I’m already more sold on the Wii U than a lot of people on staff, but I definitely don’t think it’s living up to its potential, in spite of games like Pikmin 3 and Super Mario 3D World providing some of the best experiences over the past year. A large reason for my lukewarm endorsement of the console itself is the inconsistent use of what, to me, is its biggest selling point: Off-TV Play. The problem is, I often don’t know until I insert a disc whether this feature is supported. Sometimes, like in ZombiU, it’s not an option at all. Other times, like in the case of The Wonderful 101—a game based around touch controls and keeping track of a ridiculous amount of onscreen elements at one time—Off-TV Play completely hampers the experience. I know some people think Nintendo should get rid of the GamePad altogether, but I say the opposite: Come up with a consistent, required use of Off-TV Play for every game, and encourage developers to design their games with this option in mind.


Indies unleashed

What Nintendo needs, more than anything else, is to have the hipsters on their side. I fully believe there’s a lot of awesome, imaginative stuff that can be done with the Wii U GamePad, but third-party devs seem happy to throw a map on there and call it a day, and there’s only so much Nintendo can do with their first-party games.
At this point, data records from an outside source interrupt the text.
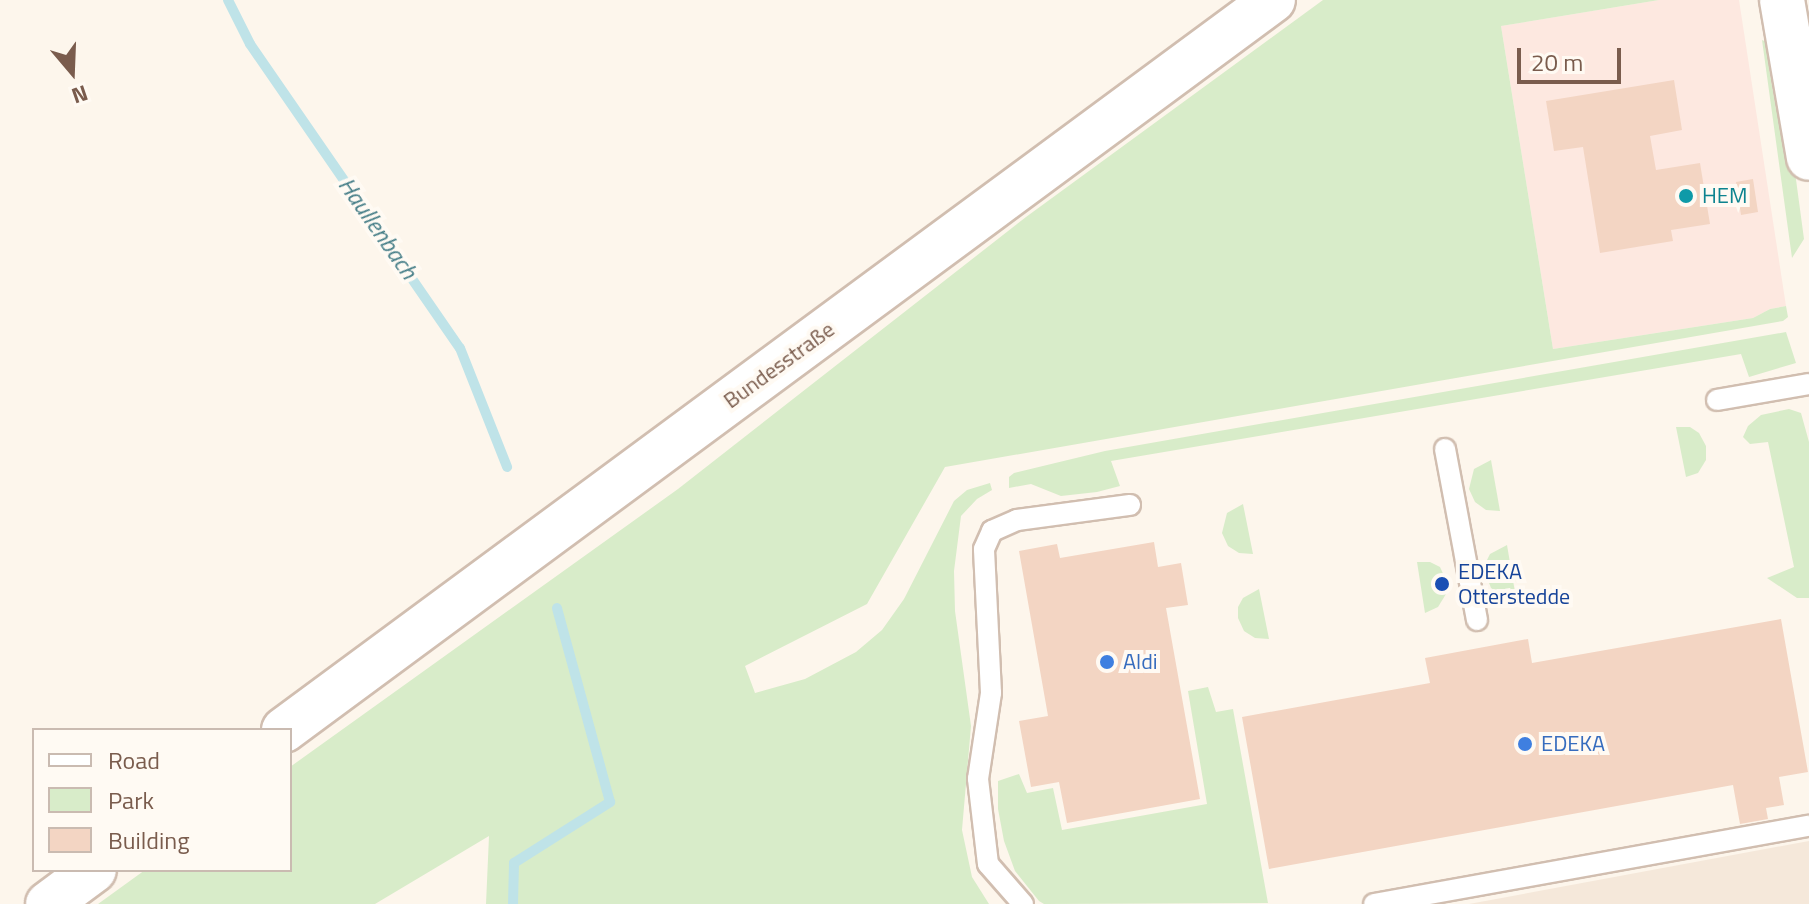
<!DOCTYPE html>
<html>
<head>
<meta charset="utf-8">
<style>
  body { margin:0 }
  #map { position:relative; width:1809px; height:904px; overflow:hidden; background:#fdf6ec; font-family:"Titillium Web",sans-serif }
  div>[style] { position:absolute }
  .residential>* { inset:0; background:#f5e8da }
  .commercial>* { inset:0; background:#fde8e0 }
  .green>* { inset:0; background:#d8ecc9 }
  .stream>* { height:10px; margin:-5px; padding:0 5px; transform-origin:5px; border-radius:5px; background:#bfe3e8 }
  .building>* { inset:0; background:#f3d5c3 }
  .roads { filter:drop-shadow(2px 0 #d1beb0) drop-shadow(-2px 0 #d1beb0) drop-shadow(0 2px #d1beb0) drop-shadow(0 -2px #d1beb0) }
  .lane>* { height:20px; margin:-10px; padding:0 10px; transform-origin:10px; border-radius:10px; background:#fff }
  .secondary>* { height:44px; margin:-22px; padding:0 22px; transform-origin:22px; border-radius:22px; background:#fff }
  .dots>* { width:22px; height:22px; translate:-50% -50%; box-sizing:border-box; border:4px solid #fffaf3; border-radius:50% }
  span { translate:-50% -50%; white-space:nowrap; text-align:center; line-height:1.15; -webkit-text-stroke:8px #fffaf3; paint-order:stroke }
  .culture-label { font-size:22px; color:#0d838f }
  .left { translate:0 -50%; text-align:left }
  .street-label { font-size:22px; color:#7a5c4d }
  .transit-label { font-size:22px; color:#164399 }
  .shop-label { font-size:22px; color:#366cbe }
  .water-label { font-size:24px; color:#437c86; font-style:italic }
  .legend { position:absolute; left:32px; top:728px; width:260px; height:144px; box-sizing:border-box; background:#fffaf3; border:2px solid #cabbb1; margin:0; padding:10px 14px; list-style:none; font-size:24px; color:#7a5c4d }
  .legend li { display:flex; align-items:center; gap:16px; height:40px }
  .legend b { width:40px; border:2px solid #cabbb1 }
  .north { position:absolute; left:32px; top:32px; width:80px; height:80px; -webkit-text-stroke:6px #fffaf3; paint-order:stroke; rotate:161deg; font-size:22px; font-weight:700; line-height:32px; text-align:center; color:#7a5c4d }
  .north::after { content:''; display:block; margin:auto; width:28px; height:36px; background:#7a5c4d; clip-path:polygon(50% 0,100% 100%,50% 72%,0 100%) }
  .scale { position:absolute; left:1517px; top:48px; width:104px; height:36px; box-sizing:border-box; border:4px solid #7a5c4d; border-top:0; padding-left:10px; font-size:24px; line-height:28px; white-space:nowrap; color:#7a5c4d; -webkit-text-stroke:6px #fffaf3; paint-order:stroke }
</style>
</head>
<body>
<div id="map">
  <div class="residential">
    <div style="clip-path:polygon(1809px 841px,1809px 904px,1469px 904px)"></div>
  </div>
  <div class="commercial">
    <div style="clip-path:polygon(1659px 0,1739px 0,1786px 306px,1770px 309px,1753px 318px,1553px 349px,1501px 26px)"></div>
  </div>
  <div class="green">
    <div style="clip-path:polygon(1323px 0,1659px 0,1501px 26px,1553px 349px,1753px 318px,1770px 309px,1786px 306px,1788px 317px,1783px 321px,945px 467px,867px 604px,745px 666px,755px 693px,805px 679px,856px 652px,882px 630px,904px 599px,954px 501px,967px 490px,990px 483px,992px 490px,977px 499px,961px 516px,954px 571px,955px 611px,971px 726px,962px 830px,972px 877px,989px 904px,486px 904px,489px 836px,375px 904px,98px 904px,145px 870px,290px 870px,290px 767px,678px 489px,1026px 217px)"></div>
    <div style="clip-path:polygon(1762px 40px,1773px 45px,1776px 60px,1769px 68px,1776px 109px,1788px 120px,1804px 239px,1792px 258px)"></div>
    <div style="clip-path:polygon(1786px 332px,1796px 363px,1749px 377px,1741px 354px,1111px 461px,1120px 486px,1097px 492px,1061px 496px,1031px 484px,1009px 488px,1009px 477px,1014px 473px,1105px 451px)"></div>
    <div style="clip-path:polygon(1789px 409px,1801px 413px,1809px 442px,1809px 598px,1797px 598px,1767px 578px,1794px 567px,1768px 442px,1750px 444px,1743px 437px,1748px 426px,1761px 415px)"></div>
    <div style="clip-path:polygon(1676px 427px,1690px 427px,1699px 433px,1706px 446px,1706px 460px,1698px 473px,1686px 477px)"></div>
    <div style="clip-path:polygon(1491px 460px,1500px 511px,1486px 510px,1475px 502px,1469px 489px,1474px 469px)"></div>
    <div style="clip-path:polygon(1243px 504px,1253px 554px,1239px 553px,1228px 546px,1222px 533px,1227px 513px)"></div>
    <div style="clip-path:polygon(1507px 545px,1516px 598px,1502px 595px,1491px 588px,1486px 575px,1485px 564px,1490px 554px)"></div>
    <div style="clip-path:polygon(1417px 562px,1430px 562px,1440px 567px,1446px 580px,1446px 594px,1438px 607px,1425px 613px)"></div>
    <div style="clip-path:polygon(1259px 589px,1269px 639px,1255px 638px,1244px 631px,1238px 618px,1238px 607px,1243px 598px)"></div>
    <div style="clip-path:polygon(1208px 687px,1216px 712px,1233px 709px,1268px 903px,1044px 904px,1039px 901px,1015px 871px,1004px 841px,998px 809px,998px 781px,1019px 774px,1027px 793px,1053px 788px,1062px 830px,1207px 804px,1188px 691px)"></div>
  </div>
  <div class="stream">
    <div style="left:228px;top:0;width:49px;rotate:63.4deg"></div>
    <div style="left:250px;top:44px;width:369px;rotate:55.4deg"></div>
    <div style="left:460px;top:348px;width:128px;rotate:68.4deg"></div>
    <div style="left:513px;top:904px;width:41px;rotate:-88.6deg"></div>
    <div style="left:514px;top:863px;width:114px;rotate:-32.4deg"></div>
    <div style="left:610px;top:802px;width:201px;rotate:-105.3deg"></div>
  </div>
  <div class="building">
    <div style="clip-path:polygon(1674px 80px,1682px 130px,1650px 136px,1656px 170px,1700px 163px,1710px 224px,1671px 230px,1673px 241px,1600px 253px,1583px 147px,1554px 151px,1546px 101px)"></div>
    <div style="clip-path:polygon(1753px 179px,1758px 212px,1741px 215px,1736px 182px)"></div>
    <div style="clip-path:polygon(1154px 542px,1158px 567px,1181px 563px,1188px 605px,1166px 608px,1200px 799px,1067px 823px,1059px 782px,1031px 787px,1019px 721px,1048px 716px,1019px 551px,1057px 544px,1060px 558px)"></div>
    <div style="clip-path:polygon(1781px 619px,1808px 772px,1779px 777px,1784px 805px,1766px 808px,1768px 819px,1740px 824px,1733px 785px,1269px 869px,1242px 717px,1430px 683px,1425px 658px,1528px 639px,1532px 663px)"></div>
  </div>
  <div class="roads">
    <div class="lane">
      <div style="left:1717px;top:400px;width:93px;rotate:-9.9deg"></div>
      <div style="left:1445px;top:449px;width:174px;rotate:79.4deg"></div>
      <div style="left:1023px;top:904px;width:53px;rotate:-131.2deg"></div>
      <div style="left:988px;top:864px;width:86px;rotate:-96.7deg"></div>
      <div style="left:978px;top:779px;width:87px;rotate:-81.4deg"></div>
      <div style="left:991px;top:693px;width:144px;rotate:-92.8deg"></div>
      <div style="left:984px;top:549px;width:20px;rotate:-66deg"></div>
      <div style="left:992px;top:531px;width:27px;rotate:-24deg"></div>
      <div style="left:1017px;top:520px;width:114px;rotate:-7.6deg"></div>
      <div style="left:1374px;top:904px;width:442px;rotate:-10.2deg"></div>
    </div>
    <div class="secondary">
      <div style="left:1782px;top:0;width:160px;rotate:80.3deg"></div>
      <div style="left:284px;top:730px;width:1229px;rotate:-36.43deg"></div>
      <div style="left:48px;top:904px;width:57px;rotate:-36.5deg"></div>
    </div>
  </div>
  <div class="dots">
    <div style="left:1686px;top:196px;background:#0f9aa8"></div>
    <div style="left:1442px;top:584px;background:#1a4fb4"></div>
    <div style="left:1107px;top:662px;background:#3f7fe0"></div>
    <div style="left:1525px;top:744px;background:#3f7fe0"></div>
  </div>
  <div class="culture-label">
    <span class="left" style="left:1702px;top:196px">HEM</span>
  </div>
  <div class="street-label">
    <span style="left:779px;top:365px;rotate:-36deg">Bundesstraße</span>
  </div>
  <div class="transit-label">
    <span class="left" style="left:1458px;top:584px">EDEKA<br>Otterstedde</span>
  </div>
  <div class="shop-label">
    <span class="left" style="left:1123px;top:662px">Aldi</span>
    <span class="left" style="left:1541px;top:744px">EDEKA</span>
  </div>
  <div class="water-label">
    <span style="left:378px;top:228px;rotate:55deg">Haullenbach</span>
  </div>
  <ul class="legend">
  <li><b style="height:10px;background:#fff"></b>Road</li>
  <li><b style="height:22px;background:#d8ecc9"></b>Park</li>
  <li><b style="height:22px;background:#f3d5c3"></b>Building</li>
  </ul>
  <div class="north">N</div>
  <div class="scale">20 m</div>
</div>
</body>
</html>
If they started an aggressive push to woo indie developers to put exclusives on the console—much like Sony has done with the PS4—they could build a diverse ecosystem of developers exploring the tech in unexpected ways and developing experiences that are only possible on the Wii U.


Exclusive games

I think, for me, it would take a confluence of circumstances to get me onboard with buying a Wii U. My first instinct is to say “price,” but the truth is that’s just making something so affordable it doesn’t bother me to shell out for it. More first-party allure would also be required, because I’d want the Wii U to represent something that complements my other consoles. Something that offers me experiences I can’t have on the other machines. Finally, I’d need more first-party games across a broader spectrum of genres being produced. I don’t want a cycle of the requisite Mario and Zelda games. I want more, and I want new. Otherwise, Wii U is just a pity purchase. Gamer obligation.


Beefier hardware

This is a question I ask myself whenever I look at Wii U sales figures, and there’s one obvious answer for me: “More Power!” (To quote a cartoon from my childhood—Medabots, for those wondering.) Nintendo needs to stop playing the hipster guy standing in the corner, and start taking itself seriously. Only one thing would sell me on a Wii U: a new SKU with upgraded hardware. Increased power would also fix another issue, a lack of third-party support. A more serious gaming machine brings with it more “hardcore” players, who will happily buy titles such as Assassin’s Creed, CoD, GTA, and Battlefield. Add to that exclusive beautiful princesses and Italian plumbers in all their HD glory, and you have a sale Nintendo.